EXERCISE OBJECTIVE: Filter out every line below that lacks "relative", and copy the rest.

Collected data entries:
Segment Open

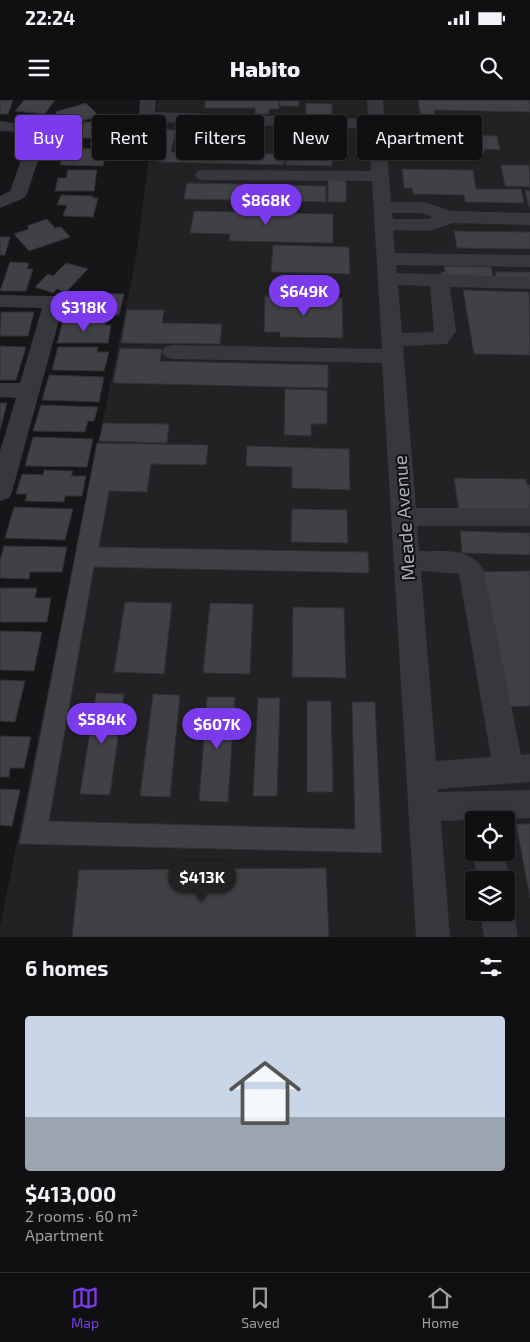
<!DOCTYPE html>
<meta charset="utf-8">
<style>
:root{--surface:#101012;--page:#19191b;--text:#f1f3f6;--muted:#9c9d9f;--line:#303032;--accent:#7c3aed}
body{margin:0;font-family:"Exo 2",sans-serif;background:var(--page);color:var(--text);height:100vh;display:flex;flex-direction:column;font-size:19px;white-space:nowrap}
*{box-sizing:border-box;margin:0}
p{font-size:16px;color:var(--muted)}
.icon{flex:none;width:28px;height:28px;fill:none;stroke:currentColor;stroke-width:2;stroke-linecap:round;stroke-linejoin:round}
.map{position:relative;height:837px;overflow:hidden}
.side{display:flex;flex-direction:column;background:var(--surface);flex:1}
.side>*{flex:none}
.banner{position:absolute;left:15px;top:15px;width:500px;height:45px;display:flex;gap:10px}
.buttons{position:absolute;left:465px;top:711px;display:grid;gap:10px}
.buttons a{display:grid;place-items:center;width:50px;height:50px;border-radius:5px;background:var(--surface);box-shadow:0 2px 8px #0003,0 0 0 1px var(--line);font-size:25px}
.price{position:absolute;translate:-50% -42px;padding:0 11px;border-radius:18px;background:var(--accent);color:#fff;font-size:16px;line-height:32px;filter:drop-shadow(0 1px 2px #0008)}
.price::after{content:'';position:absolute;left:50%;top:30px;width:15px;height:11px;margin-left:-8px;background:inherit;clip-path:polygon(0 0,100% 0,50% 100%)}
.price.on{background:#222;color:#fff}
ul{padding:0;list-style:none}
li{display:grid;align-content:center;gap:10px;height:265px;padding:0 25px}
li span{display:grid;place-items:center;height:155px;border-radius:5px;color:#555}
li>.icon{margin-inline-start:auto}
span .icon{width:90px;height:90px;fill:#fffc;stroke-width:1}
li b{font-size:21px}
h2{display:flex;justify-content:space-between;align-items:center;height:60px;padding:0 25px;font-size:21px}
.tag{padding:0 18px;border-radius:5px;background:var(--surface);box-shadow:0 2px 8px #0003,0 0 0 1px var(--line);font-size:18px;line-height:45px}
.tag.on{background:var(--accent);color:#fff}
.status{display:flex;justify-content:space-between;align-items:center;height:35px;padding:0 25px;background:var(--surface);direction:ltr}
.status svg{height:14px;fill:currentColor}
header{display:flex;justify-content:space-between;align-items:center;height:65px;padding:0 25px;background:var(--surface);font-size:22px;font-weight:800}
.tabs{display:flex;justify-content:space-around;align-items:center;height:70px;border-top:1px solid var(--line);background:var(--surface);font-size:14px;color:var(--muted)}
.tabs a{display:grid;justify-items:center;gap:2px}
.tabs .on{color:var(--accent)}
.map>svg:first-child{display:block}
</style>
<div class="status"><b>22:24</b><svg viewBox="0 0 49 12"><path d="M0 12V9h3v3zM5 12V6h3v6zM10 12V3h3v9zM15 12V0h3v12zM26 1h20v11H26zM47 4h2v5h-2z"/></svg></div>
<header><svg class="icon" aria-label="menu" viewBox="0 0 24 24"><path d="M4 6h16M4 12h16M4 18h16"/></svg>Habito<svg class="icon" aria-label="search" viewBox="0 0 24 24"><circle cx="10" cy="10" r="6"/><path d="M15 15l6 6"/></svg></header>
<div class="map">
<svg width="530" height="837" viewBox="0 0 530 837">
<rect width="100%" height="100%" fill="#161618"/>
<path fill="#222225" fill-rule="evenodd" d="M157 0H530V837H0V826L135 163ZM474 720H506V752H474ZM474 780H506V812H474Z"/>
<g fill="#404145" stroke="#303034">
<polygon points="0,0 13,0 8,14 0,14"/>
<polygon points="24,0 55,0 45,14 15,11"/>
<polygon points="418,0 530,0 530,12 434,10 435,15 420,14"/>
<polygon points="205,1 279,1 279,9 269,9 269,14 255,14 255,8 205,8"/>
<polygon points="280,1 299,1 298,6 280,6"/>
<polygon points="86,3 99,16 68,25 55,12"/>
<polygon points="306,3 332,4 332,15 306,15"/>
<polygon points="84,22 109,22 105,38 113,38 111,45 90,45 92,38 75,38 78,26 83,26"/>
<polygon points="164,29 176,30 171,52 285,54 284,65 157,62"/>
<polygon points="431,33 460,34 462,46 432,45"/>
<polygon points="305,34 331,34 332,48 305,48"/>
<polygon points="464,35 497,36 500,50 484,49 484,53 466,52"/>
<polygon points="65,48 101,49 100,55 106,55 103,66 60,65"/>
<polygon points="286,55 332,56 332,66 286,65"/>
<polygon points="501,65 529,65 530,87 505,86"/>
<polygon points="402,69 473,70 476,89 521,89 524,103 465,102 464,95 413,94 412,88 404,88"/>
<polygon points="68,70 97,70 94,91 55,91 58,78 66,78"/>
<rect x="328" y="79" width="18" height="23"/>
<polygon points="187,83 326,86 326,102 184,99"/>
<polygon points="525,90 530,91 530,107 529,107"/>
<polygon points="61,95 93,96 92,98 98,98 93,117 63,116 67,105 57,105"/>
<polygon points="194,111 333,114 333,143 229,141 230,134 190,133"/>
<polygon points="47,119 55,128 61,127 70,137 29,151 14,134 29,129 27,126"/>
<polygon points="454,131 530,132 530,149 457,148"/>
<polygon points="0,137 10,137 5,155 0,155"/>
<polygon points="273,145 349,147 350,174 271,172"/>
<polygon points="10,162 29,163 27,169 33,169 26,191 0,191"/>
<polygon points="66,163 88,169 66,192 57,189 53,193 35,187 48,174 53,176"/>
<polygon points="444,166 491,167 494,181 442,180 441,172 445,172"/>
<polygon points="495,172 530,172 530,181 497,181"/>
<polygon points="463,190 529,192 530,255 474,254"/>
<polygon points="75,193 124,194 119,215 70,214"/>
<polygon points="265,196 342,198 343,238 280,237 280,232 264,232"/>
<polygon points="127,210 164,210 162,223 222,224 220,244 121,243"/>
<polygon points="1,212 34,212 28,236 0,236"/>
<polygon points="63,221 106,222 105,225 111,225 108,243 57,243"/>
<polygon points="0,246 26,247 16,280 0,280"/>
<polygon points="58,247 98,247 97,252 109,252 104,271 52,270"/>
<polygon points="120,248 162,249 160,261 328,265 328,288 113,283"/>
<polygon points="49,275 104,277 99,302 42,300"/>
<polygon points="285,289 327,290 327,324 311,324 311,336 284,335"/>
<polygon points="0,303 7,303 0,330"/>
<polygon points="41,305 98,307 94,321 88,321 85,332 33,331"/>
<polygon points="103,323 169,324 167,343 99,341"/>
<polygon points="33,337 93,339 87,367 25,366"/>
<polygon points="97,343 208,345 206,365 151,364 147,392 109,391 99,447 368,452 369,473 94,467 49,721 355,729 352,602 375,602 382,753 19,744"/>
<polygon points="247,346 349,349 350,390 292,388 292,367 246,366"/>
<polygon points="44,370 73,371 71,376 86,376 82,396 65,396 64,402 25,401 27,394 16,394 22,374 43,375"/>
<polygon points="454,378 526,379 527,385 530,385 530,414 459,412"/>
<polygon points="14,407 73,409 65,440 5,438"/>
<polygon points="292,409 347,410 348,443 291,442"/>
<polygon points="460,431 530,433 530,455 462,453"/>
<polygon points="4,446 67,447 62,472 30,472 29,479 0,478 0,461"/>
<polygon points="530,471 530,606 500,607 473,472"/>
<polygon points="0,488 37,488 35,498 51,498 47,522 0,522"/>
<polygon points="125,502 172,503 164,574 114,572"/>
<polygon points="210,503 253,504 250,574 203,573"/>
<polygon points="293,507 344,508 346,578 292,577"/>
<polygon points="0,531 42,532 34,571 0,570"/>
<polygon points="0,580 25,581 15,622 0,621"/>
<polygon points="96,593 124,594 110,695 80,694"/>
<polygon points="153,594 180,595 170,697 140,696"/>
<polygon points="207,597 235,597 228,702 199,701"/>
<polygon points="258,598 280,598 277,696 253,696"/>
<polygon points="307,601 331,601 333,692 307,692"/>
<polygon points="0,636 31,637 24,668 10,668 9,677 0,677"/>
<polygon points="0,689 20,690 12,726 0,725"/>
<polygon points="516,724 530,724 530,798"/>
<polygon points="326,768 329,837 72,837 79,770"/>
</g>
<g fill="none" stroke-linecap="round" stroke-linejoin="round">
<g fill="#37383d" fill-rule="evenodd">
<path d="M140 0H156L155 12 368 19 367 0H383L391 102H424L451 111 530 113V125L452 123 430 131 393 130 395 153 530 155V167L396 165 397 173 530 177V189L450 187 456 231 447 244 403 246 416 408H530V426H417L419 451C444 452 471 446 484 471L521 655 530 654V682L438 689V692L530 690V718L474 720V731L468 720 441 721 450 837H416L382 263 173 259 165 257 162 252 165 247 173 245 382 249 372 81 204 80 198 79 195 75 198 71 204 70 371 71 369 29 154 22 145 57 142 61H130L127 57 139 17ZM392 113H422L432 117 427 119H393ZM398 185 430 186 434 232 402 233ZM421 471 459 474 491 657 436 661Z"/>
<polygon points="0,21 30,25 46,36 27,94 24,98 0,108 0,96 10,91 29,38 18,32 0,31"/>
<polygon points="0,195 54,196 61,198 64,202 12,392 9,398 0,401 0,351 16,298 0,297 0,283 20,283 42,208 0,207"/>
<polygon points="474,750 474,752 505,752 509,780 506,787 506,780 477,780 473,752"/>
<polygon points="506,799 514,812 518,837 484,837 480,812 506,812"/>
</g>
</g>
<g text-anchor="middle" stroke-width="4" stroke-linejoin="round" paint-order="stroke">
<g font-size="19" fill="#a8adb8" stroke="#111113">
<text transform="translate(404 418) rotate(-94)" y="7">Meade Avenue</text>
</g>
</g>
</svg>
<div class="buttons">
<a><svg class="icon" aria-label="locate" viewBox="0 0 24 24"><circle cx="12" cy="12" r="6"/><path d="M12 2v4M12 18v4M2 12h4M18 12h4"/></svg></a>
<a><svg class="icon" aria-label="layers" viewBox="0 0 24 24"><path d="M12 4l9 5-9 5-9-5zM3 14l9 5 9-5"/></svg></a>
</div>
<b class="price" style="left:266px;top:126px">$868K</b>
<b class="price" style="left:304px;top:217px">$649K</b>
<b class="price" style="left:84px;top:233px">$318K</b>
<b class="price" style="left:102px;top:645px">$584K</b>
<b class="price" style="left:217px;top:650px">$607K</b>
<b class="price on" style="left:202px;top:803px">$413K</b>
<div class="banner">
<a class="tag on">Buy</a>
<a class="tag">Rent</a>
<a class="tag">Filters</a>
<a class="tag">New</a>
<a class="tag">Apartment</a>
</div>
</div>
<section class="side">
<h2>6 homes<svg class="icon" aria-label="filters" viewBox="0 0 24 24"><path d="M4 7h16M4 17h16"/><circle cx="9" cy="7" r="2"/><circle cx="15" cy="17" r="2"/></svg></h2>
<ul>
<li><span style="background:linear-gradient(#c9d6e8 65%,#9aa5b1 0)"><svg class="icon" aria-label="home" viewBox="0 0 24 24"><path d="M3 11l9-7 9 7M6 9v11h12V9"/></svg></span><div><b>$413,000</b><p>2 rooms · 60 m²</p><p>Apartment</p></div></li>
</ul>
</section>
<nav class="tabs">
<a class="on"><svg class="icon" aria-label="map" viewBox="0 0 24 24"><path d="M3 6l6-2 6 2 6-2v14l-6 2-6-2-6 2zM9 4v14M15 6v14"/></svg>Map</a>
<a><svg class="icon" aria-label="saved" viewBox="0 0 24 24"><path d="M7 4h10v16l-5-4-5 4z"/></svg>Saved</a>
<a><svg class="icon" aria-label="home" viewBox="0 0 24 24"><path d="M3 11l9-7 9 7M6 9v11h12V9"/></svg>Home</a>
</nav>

Segment Closed
Segment Open

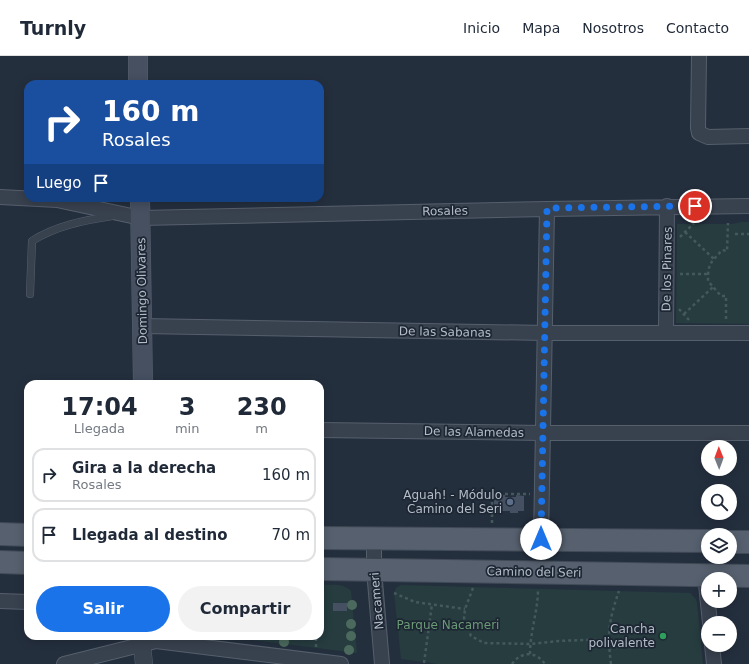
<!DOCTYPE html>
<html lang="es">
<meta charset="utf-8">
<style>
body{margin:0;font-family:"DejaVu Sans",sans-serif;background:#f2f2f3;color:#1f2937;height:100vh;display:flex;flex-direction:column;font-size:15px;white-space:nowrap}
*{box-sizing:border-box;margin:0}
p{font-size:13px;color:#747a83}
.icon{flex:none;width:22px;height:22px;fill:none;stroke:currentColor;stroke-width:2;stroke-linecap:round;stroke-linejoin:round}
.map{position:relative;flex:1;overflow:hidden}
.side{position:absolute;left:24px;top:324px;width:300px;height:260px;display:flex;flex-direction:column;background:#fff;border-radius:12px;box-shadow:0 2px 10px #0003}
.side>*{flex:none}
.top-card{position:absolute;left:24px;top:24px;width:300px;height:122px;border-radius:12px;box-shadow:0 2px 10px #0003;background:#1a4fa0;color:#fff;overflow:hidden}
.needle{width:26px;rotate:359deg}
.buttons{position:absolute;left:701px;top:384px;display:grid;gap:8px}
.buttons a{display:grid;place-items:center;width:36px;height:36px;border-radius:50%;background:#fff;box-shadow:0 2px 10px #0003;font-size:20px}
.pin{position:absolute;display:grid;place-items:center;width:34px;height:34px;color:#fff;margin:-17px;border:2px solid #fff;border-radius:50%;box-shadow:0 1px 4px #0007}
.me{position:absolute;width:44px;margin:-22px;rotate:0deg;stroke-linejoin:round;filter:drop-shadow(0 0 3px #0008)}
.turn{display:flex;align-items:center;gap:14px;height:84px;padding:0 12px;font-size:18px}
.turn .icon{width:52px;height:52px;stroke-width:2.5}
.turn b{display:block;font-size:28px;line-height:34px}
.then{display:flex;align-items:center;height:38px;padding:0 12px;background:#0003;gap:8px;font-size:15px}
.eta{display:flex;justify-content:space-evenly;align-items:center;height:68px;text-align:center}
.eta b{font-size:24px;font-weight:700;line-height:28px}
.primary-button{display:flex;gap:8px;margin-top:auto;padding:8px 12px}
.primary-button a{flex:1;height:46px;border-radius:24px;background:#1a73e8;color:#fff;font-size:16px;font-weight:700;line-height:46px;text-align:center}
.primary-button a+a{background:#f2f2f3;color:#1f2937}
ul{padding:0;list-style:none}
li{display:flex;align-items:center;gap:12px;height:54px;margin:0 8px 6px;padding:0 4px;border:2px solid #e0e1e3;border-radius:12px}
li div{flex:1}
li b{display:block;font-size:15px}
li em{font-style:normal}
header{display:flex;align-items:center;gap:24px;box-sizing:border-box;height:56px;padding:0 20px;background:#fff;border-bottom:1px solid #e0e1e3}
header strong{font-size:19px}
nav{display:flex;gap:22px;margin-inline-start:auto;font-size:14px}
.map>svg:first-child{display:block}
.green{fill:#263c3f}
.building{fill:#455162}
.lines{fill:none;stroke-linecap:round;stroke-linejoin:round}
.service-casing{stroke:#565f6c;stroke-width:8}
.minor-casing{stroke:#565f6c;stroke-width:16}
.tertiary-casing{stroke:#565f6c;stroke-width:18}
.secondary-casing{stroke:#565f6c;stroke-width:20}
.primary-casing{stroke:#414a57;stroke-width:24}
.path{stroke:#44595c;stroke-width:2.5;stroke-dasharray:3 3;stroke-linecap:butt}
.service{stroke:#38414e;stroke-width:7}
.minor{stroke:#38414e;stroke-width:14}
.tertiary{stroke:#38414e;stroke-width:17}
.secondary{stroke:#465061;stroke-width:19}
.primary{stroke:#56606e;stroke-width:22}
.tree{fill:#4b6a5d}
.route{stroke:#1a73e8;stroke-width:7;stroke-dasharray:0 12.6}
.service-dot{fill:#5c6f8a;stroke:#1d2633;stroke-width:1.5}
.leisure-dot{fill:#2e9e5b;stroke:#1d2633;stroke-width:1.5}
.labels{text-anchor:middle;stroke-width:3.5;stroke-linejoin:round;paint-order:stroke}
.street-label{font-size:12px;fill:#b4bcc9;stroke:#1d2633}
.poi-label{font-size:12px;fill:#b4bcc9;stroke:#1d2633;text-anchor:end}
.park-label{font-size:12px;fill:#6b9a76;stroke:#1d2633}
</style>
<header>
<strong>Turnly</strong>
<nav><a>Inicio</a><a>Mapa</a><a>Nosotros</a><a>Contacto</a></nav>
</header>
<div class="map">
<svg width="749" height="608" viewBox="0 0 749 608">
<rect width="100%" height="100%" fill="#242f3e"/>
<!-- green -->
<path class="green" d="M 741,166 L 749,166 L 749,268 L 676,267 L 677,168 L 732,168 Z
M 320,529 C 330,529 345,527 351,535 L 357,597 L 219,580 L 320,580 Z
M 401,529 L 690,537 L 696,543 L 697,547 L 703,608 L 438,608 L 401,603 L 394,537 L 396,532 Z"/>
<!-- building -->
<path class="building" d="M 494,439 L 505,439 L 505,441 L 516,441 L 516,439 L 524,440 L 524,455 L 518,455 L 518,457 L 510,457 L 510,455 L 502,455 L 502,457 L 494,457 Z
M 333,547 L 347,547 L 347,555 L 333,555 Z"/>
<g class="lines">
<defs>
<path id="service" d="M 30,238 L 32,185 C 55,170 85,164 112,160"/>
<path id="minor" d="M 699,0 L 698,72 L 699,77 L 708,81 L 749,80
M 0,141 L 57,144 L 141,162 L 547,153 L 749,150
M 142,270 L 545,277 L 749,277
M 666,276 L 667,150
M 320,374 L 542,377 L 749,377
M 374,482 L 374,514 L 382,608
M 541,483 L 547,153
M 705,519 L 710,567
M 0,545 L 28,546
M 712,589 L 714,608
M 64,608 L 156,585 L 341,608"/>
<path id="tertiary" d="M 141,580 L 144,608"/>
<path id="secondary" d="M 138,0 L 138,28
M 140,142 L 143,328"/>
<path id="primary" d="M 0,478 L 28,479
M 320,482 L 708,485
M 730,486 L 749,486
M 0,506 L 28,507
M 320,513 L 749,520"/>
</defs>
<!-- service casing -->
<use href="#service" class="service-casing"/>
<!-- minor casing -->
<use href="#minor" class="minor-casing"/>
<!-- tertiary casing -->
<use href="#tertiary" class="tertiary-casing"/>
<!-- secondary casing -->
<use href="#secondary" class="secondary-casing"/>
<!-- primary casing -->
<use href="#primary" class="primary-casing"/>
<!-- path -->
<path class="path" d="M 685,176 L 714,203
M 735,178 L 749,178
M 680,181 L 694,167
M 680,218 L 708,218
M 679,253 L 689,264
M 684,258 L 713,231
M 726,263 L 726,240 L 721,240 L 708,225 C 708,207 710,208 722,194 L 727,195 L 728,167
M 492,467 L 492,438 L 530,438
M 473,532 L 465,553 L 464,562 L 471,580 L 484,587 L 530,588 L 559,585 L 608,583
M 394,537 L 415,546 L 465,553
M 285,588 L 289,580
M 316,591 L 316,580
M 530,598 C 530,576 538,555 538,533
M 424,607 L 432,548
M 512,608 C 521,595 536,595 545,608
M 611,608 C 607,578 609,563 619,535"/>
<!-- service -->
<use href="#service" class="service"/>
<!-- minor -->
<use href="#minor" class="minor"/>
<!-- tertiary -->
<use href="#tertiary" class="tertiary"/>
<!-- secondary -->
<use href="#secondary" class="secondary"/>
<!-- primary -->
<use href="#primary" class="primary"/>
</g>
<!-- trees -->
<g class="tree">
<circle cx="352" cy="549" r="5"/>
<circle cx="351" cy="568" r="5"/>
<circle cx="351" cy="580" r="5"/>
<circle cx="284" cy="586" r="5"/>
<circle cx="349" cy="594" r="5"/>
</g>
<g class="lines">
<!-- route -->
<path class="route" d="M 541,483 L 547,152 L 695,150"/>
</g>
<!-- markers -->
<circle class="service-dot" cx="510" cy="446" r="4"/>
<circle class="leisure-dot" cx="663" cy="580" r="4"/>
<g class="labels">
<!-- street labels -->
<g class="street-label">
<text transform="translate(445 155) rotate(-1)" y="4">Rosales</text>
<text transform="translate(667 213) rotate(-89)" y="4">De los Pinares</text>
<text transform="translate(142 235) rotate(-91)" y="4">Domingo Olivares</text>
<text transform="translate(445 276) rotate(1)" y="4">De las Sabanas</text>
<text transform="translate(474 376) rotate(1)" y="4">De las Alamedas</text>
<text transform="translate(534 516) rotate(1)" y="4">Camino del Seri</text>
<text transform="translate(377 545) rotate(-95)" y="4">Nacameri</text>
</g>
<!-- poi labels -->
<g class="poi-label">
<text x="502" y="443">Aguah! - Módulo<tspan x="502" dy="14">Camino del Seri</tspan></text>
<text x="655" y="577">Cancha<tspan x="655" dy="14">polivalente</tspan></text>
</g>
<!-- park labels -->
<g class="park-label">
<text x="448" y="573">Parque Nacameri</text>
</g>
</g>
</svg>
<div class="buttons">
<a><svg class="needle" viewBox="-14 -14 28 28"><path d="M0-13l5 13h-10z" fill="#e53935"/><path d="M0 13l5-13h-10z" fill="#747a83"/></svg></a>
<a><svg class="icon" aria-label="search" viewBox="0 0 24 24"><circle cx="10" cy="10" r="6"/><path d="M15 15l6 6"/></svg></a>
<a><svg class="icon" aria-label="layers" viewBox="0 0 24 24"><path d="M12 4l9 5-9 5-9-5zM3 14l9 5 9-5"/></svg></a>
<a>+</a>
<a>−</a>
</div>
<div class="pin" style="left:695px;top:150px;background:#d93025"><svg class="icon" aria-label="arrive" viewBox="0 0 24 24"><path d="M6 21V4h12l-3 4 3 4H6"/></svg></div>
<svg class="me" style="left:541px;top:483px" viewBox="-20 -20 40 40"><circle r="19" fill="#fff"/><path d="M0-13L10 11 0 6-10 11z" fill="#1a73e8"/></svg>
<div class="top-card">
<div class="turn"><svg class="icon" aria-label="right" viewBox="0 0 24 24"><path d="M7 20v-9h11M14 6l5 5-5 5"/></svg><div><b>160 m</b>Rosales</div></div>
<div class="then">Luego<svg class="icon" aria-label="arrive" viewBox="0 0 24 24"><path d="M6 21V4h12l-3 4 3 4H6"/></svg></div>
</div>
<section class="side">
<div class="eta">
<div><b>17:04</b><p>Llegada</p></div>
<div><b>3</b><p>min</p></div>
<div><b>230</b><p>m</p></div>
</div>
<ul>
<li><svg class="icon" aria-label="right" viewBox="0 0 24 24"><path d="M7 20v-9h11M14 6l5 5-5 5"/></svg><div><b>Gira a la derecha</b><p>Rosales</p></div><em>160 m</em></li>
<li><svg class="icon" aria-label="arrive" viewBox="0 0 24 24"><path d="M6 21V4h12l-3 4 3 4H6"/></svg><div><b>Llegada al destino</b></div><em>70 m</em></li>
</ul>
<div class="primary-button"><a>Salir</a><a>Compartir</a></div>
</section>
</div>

Segment Closed

EXERCISE OUTPUT:
.map{position:relative;height:837px;overflow:hidden}
.map{position:relative;flex:1;overflow:hidden}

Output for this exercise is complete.